START DATA SECTION

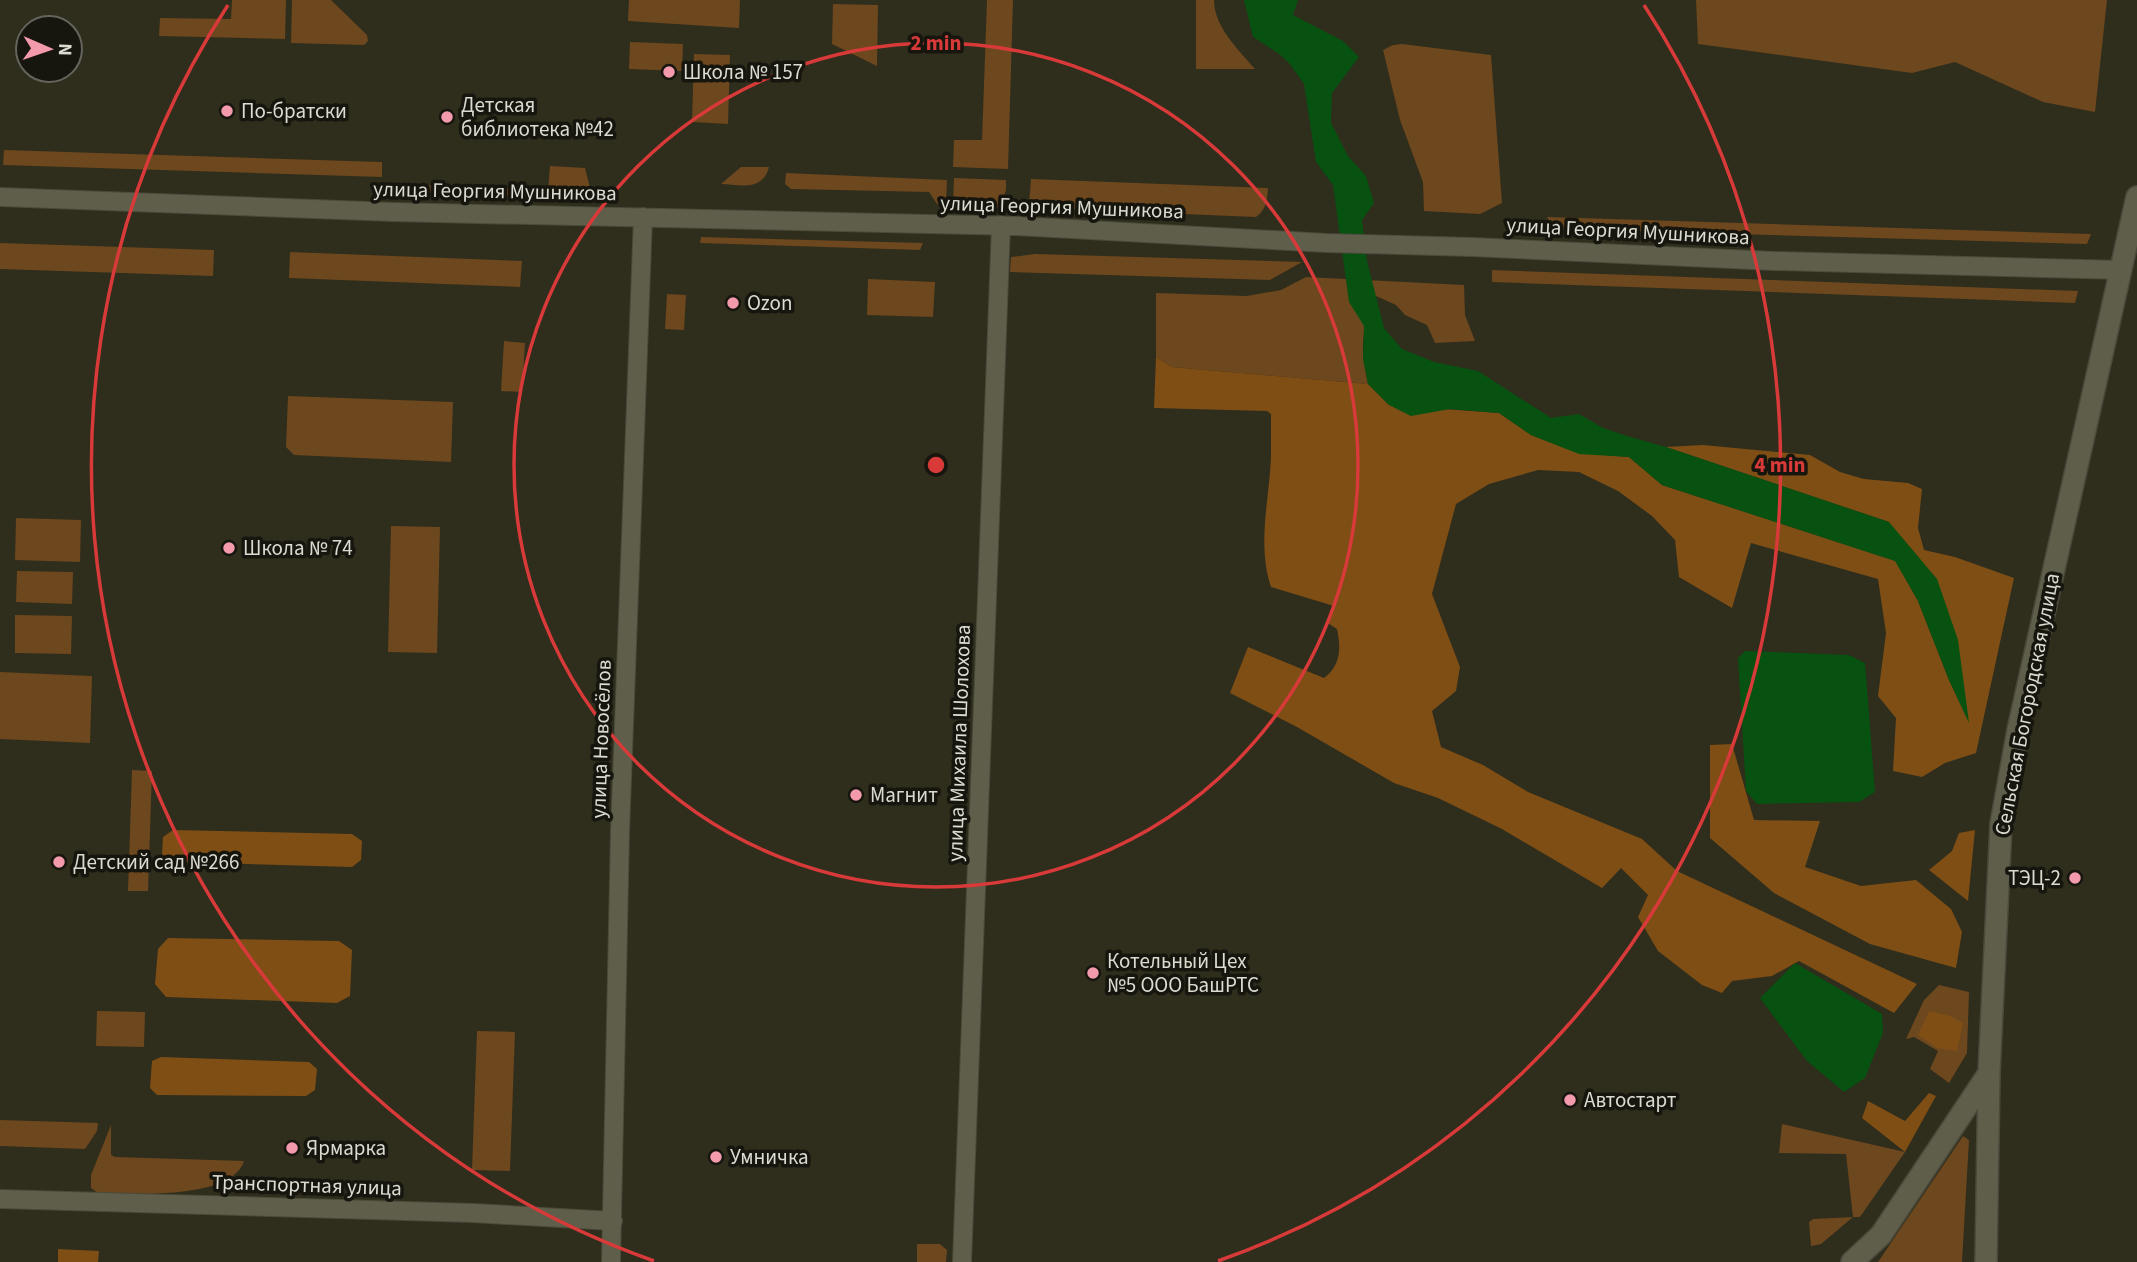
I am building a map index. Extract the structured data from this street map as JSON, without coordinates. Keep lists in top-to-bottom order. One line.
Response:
{"streets":{"main road":["Сельская Богородская улица"],"street":["улица Георгия Мушникова","улица Новосёлов","улица Михаила Шолохова","Транспортная улица"]},"crossings":[["улица Георгия Мушникова","Сельская Богородская улица"],["улица Георгия Мушникова","улица Новосёлов"],["улица Георгия Мушникова","улица Михаила Шолохова"],["улица Новосёлов","Транспортная улица"]],"places":["Школа № 157","По-братски","Детская библиотека №42","Ozon","Школа № 74","Магнит","Детский сад №266","ТЭЦ-2","Котельный Цех №5 ООО БашРТС","Автостарт","Ярмарка","Умничка"],"north":"right","rings":["2 min","4 min"]}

END DATA SECTION

● WHAT IS NEEDED: What this calls for is the material above set down exactly, pictures excluded.

● RESPONSE:
I am building a map index. Extract the structured data from this street map as JSON, without coordinates. Keep lists in top-to-bottom order. One line.
Response:
{"streets":{"main road":["Сельская Богородская улица"],"street":["улица Георгия Мушникова","улица Новосёлов","улица Михаила Шолохова","Транспортная улица"]},"crossings":[["улица Георгия Мушникова","Сельская Богородская улица"],["улица Георгия Мушникова","улица Новосёлов"],["улица Георгия Мушникова","улица Михаила Шолохова"],["улица Новосёлов","Транспортная улица"]],"places":["Школа № 157","По-братски","Детская библиотека №42","Ozon","Школа № 74","Магнит","Детский сад №266","ТЭЦ-2","Котельный Цех №5 ООО БашРТС","Автостарт","Ярмарка","Умничка"],"north":"right","rings":["2 min","4 min"]}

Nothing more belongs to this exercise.